Records for the task:
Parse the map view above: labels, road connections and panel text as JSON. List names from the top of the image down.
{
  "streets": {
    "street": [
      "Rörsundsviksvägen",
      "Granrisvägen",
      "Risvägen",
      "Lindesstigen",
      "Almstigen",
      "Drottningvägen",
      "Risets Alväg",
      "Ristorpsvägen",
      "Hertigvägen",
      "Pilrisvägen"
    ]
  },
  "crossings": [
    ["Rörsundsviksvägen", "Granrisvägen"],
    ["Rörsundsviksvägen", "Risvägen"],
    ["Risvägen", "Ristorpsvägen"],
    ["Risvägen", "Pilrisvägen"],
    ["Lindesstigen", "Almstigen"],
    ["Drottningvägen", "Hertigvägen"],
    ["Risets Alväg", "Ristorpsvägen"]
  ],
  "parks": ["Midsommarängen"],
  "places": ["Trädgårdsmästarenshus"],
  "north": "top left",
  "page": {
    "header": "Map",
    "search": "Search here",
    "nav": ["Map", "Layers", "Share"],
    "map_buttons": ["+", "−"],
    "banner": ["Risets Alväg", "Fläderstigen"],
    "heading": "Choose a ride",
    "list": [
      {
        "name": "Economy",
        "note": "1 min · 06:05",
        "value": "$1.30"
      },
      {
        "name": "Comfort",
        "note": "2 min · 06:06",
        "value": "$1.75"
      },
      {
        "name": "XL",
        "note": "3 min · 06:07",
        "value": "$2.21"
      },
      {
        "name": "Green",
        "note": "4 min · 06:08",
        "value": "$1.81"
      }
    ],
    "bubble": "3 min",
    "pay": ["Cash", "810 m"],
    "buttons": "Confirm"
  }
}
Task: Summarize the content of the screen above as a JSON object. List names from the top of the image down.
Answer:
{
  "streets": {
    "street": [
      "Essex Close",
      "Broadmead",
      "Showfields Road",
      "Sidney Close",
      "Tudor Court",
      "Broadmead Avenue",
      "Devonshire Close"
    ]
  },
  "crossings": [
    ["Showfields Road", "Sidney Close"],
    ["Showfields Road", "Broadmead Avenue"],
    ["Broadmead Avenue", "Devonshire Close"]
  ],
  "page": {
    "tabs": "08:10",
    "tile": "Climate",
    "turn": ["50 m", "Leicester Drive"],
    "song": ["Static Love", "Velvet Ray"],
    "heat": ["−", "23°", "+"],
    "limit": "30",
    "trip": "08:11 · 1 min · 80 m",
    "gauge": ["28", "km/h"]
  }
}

Exercise goal: Wherever the string "Sidney" shows up in the material, copy the line that holds it.

Exercise answer:
      "Sidney Close",
    ["Showfields Road", "Sidney Close"],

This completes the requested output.